• GOAL OF THE EXERCISE
Find each line of the material below in which the word "serif" occurs, and return it.
***
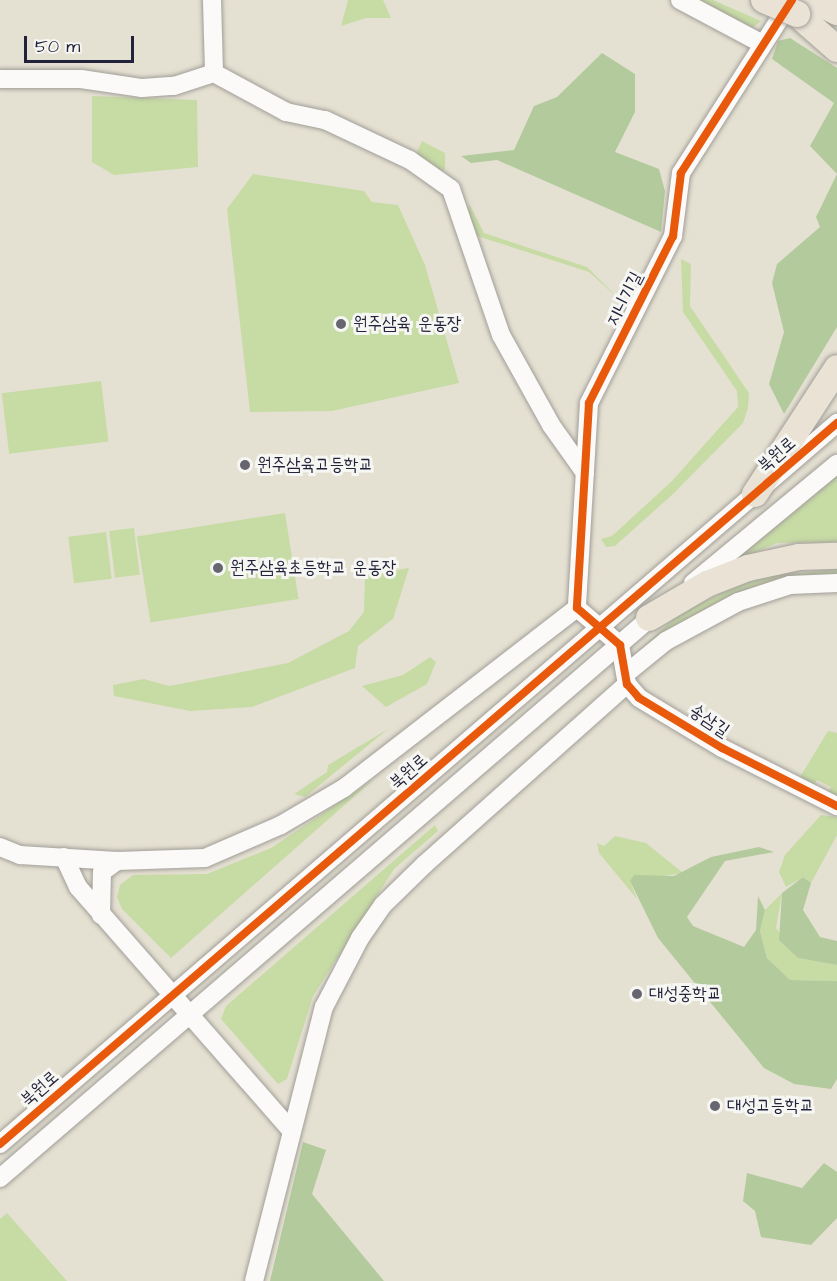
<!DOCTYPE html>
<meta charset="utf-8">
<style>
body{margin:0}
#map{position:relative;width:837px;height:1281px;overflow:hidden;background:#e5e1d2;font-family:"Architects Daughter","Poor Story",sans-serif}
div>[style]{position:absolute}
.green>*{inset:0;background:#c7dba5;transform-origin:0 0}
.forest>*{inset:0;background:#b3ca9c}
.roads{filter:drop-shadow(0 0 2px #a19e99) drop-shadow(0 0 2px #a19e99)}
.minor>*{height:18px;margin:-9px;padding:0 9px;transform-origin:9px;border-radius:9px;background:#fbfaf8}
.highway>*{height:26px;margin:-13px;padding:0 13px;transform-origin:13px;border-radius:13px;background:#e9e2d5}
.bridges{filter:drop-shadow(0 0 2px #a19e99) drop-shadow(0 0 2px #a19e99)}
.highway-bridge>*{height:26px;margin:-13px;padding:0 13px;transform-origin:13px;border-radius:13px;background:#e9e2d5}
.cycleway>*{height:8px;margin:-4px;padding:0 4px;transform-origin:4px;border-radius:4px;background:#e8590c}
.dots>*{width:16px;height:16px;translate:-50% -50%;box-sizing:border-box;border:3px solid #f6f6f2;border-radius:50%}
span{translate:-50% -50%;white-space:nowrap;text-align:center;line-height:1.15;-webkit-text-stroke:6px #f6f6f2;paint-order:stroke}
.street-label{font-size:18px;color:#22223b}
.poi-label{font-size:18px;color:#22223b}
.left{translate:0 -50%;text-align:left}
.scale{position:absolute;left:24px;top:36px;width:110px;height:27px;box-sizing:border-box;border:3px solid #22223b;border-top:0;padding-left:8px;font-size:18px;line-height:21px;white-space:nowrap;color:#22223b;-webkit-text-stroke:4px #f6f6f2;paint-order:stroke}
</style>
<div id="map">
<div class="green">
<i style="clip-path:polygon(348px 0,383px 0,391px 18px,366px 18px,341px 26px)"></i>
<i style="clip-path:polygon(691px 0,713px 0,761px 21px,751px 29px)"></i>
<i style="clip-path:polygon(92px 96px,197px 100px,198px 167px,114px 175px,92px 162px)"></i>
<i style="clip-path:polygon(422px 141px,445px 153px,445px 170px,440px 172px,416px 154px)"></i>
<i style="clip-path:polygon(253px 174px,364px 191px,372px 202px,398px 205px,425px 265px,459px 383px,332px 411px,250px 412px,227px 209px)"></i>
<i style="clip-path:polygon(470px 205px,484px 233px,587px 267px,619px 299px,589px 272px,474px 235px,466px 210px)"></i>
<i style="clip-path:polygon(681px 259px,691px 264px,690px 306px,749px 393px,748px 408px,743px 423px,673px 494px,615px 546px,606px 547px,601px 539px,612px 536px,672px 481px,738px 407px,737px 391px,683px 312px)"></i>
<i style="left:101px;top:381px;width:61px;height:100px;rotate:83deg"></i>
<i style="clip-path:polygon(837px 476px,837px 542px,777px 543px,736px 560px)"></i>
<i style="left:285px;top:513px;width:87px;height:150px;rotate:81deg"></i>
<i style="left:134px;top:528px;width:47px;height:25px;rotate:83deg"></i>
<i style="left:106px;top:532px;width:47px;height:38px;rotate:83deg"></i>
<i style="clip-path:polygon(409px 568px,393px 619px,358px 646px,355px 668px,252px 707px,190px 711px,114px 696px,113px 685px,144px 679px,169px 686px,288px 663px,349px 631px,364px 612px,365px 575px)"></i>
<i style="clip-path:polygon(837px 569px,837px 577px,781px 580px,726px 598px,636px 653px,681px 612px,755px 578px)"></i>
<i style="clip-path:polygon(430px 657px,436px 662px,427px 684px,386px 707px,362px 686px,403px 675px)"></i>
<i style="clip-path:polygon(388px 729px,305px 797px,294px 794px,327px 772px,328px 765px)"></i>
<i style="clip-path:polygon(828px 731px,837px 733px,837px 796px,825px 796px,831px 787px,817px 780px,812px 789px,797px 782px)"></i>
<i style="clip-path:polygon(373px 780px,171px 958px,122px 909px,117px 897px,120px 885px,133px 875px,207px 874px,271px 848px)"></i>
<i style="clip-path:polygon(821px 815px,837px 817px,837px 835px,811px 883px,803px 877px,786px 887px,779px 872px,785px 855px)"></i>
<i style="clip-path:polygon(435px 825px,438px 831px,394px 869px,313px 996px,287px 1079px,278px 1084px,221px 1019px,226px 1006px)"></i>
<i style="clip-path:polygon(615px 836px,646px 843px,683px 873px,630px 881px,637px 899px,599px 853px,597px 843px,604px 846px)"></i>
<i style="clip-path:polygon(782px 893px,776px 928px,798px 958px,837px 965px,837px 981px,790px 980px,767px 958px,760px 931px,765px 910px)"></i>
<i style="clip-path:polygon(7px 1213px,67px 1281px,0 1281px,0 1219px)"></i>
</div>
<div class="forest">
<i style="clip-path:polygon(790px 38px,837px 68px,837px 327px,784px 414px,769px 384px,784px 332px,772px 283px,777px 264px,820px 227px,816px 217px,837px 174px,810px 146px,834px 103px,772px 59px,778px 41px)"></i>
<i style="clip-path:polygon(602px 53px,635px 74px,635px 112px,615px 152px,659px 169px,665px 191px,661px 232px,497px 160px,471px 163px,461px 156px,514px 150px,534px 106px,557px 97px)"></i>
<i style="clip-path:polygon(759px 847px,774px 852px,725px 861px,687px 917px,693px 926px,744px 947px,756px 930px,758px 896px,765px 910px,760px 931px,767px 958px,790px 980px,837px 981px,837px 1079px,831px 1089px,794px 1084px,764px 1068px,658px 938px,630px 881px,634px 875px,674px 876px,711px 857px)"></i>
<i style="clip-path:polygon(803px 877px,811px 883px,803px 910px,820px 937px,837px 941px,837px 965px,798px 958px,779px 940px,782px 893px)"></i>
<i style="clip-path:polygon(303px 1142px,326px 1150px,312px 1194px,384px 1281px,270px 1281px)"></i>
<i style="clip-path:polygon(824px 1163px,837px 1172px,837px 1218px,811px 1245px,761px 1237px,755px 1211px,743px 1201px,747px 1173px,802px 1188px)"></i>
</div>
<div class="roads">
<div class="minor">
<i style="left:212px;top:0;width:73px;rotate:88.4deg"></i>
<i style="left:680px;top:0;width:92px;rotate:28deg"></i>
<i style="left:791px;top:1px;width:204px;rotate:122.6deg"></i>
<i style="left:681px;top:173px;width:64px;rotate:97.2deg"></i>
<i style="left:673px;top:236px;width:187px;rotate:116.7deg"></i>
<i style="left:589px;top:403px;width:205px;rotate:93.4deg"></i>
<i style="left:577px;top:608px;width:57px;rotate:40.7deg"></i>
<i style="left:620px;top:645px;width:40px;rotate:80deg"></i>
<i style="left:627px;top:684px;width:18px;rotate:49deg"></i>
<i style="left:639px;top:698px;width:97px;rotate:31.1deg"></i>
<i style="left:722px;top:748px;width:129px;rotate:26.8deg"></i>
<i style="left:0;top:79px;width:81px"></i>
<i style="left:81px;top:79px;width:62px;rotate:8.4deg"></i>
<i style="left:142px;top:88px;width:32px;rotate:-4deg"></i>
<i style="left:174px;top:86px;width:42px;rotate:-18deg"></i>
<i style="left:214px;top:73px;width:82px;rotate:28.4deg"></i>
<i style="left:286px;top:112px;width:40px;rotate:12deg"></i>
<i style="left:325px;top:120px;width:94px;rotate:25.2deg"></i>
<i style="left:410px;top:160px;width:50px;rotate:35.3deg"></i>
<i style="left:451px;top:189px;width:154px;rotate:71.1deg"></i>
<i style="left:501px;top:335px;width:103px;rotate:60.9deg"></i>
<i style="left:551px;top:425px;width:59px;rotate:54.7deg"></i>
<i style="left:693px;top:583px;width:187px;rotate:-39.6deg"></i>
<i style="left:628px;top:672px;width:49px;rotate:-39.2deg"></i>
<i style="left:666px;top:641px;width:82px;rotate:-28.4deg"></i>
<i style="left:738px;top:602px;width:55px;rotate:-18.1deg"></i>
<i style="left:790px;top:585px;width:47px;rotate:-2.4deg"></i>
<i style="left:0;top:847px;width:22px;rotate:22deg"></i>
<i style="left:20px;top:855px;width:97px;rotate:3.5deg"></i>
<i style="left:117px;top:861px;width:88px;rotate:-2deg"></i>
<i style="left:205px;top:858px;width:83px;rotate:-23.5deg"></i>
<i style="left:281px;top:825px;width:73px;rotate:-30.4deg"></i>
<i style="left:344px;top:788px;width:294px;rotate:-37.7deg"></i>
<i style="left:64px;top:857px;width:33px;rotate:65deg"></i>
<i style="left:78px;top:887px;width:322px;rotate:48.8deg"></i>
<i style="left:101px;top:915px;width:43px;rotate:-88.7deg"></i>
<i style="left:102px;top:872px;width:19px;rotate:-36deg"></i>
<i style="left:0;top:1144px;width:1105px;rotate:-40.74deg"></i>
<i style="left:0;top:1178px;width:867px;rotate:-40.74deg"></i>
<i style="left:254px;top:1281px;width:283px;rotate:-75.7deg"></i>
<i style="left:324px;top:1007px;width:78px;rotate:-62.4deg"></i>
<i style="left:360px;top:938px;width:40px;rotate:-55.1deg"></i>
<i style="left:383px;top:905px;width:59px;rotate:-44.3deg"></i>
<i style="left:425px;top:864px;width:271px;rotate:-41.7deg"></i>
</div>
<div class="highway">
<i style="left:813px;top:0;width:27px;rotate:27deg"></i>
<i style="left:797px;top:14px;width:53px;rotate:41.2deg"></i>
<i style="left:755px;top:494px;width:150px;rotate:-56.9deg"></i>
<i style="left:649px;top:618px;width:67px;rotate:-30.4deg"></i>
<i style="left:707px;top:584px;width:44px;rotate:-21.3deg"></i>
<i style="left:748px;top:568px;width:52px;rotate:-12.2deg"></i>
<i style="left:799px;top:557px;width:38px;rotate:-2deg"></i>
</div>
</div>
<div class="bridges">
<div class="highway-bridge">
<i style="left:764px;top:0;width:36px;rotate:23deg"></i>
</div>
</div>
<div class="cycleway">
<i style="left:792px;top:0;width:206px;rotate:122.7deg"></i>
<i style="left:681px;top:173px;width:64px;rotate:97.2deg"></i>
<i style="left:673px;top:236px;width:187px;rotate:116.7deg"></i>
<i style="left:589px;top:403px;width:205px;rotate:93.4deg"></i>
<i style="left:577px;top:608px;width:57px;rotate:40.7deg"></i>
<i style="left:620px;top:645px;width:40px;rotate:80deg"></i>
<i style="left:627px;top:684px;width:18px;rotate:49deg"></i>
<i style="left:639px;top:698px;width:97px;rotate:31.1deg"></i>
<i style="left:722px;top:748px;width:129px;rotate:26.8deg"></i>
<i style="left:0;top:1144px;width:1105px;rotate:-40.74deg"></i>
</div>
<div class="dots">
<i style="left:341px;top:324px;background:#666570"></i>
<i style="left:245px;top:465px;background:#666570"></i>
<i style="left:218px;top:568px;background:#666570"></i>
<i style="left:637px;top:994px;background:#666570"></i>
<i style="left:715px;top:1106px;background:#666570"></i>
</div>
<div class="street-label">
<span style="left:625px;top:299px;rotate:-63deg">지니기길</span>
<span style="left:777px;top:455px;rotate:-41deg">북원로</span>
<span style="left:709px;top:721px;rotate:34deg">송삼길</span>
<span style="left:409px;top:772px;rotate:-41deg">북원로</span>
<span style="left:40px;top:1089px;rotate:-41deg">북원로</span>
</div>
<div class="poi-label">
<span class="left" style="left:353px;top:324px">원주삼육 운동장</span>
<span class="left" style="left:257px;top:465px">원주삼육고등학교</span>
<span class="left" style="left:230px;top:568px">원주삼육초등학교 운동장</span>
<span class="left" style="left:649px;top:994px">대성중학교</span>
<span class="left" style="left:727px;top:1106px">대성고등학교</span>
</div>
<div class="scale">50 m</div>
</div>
***
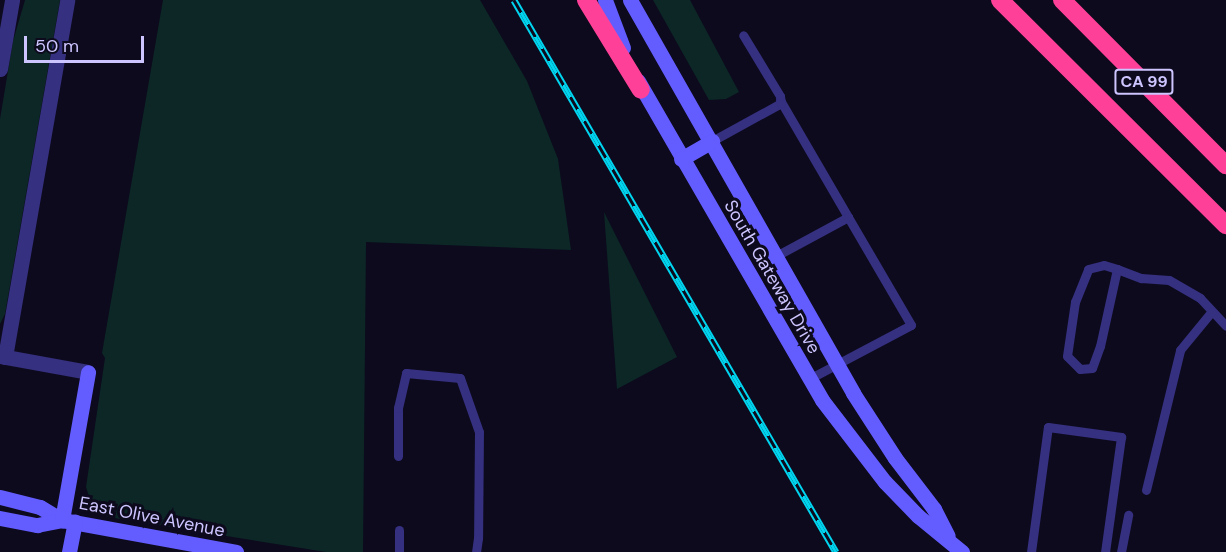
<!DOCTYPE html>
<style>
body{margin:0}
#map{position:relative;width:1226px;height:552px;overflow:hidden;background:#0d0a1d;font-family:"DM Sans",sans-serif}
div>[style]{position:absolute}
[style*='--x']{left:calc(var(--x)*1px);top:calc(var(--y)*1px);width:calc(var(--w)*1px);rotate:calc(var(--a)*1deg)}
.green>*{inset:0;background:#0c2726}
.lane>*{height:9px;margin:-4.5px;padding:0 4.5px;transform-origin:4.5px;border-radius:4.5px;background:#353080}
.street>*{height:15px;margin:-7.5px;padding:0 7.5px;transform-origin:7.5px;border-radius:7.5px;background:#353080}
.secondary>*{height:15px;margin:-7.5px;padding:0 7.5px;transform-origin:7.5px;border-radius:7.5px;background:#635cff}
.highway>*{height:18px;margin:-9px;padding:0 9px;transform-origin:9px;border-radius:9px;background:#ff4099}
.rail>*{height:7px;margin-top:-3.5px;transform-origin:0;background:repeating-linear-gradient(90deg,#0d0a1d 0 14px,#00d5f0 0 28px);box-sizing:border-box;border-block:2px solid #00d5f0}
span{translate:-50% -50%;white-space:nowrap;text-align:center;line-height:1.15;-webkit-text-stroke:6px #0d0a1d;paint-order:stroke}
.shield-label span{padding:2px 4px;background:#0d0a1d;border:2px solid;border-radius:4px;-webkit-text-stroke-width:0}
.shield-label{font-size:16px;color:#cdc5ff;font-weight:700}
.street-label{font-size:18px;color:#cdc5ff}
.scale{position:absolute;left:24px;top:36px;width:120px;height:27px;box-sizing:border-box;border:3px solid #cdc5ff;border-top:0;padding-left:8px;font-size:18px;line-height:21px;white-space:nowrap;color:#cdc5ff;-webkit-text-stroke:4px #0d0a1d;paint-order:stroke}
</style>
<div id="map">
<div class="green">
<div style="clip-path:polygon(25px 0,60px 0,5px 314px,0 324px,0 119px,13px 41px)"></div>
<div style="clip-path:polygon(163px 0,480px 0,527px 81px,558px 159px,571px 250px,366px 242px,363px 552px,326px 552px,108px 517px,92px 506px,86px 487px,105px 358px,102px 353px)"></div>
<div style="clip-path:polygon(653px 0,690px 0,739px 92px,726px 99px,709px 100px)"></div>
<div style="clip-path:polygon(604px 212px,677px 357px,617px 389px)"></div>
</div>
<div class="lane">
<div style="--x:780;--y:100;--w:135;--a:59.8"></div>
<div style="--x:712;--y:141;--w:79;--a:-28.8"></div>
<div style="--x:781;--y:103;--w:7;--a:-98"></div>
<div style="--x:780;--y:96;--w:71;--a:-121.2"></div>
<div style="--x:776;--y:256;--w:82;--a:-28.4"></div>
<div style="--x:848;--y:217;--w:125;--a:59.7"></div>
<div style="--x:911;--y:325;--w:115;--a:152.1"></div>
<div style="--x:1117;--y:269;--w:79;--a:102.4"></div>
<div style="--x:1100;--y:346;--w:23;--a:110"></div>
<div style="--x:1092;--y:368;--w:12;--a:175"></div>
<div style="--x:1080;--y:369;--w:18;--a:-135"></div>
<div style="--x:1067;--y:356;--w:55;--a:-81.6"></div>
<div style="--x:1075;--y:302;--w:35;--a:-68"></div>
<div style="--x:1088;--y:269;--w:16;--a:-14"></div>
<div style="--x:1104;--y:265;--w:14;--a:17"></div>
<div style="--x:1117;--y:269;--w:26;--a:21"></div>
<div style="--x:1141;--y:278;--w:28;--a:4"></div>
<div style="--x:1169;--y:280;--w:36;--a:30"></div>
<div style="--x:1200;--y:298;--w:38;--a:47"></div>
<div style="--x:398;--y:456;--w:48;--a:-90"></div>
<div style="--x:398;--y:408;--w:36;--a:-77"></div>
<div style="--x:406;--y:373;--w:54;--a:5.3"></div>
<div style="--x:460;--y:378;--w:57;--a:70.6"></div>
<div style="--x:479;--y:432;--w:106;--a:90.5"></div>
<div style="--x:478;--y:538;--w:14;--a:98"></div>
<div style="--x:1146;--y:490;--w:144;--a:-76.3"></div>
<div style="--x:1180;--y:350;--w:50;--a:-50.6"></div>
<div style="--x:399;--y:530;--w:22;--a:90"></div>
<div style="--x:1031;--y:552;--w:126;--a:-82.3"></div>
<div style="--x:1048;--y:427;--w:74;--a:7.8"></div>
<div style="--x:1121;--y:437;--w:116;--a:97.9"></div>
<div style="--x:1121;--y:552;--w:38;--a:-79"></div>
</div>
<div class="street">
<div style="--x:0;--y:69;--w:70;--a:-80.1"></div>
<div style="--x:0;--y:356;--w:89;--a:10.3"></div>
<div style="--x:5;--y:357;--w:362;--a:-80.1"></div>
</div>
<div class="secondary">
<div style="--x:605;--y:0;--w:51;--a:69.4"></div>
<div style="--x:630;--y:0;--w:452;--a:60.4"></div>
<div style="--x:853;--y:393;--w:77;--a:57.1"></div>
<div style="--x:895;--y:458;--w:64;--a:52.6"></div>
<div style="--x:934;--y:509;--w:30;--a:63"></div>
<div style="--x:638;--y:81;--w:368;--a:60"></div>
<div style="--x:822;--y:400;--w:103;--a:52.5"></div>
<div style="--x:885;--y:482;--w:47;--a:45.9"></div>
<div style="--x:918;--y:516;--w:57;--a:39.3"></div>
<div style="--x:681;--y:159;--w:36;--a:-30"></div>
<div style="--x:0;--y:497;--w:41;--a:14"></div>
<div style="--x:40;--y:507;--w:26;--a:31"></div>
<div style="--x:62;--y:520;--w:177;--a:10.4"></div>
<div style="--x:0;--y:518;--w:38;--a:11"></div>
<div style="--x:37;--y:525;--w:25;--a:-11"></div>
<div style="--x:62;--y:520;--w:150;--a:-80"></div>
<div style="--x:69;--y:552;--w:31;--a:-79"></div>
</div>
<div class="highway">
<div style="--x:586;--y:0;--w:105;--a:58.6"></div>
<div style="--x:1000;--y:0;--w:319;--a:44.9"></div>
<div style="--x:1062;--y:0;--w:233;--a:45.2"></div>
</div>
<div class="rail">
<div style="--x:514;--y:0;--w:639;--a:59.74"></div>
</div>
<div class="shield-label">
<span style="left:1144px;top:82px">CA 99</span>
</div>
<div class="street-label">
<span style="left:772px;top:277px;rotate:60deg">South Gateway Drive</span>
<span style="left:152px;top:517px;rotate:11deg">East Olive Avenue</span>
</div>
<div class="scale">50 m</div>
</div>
***
• ANSWER SPACE
#map{position:relative;width:837px;height:1281px;overflow:hidden;background:#e5e1d2;font-family:"Architects Daughter","Poor Story",sans-serif}
#map{position:relative;width:1226px;height:552px;overflow:hidden;background:#0d0a1d;font-family:"DM Sans",sans-serif}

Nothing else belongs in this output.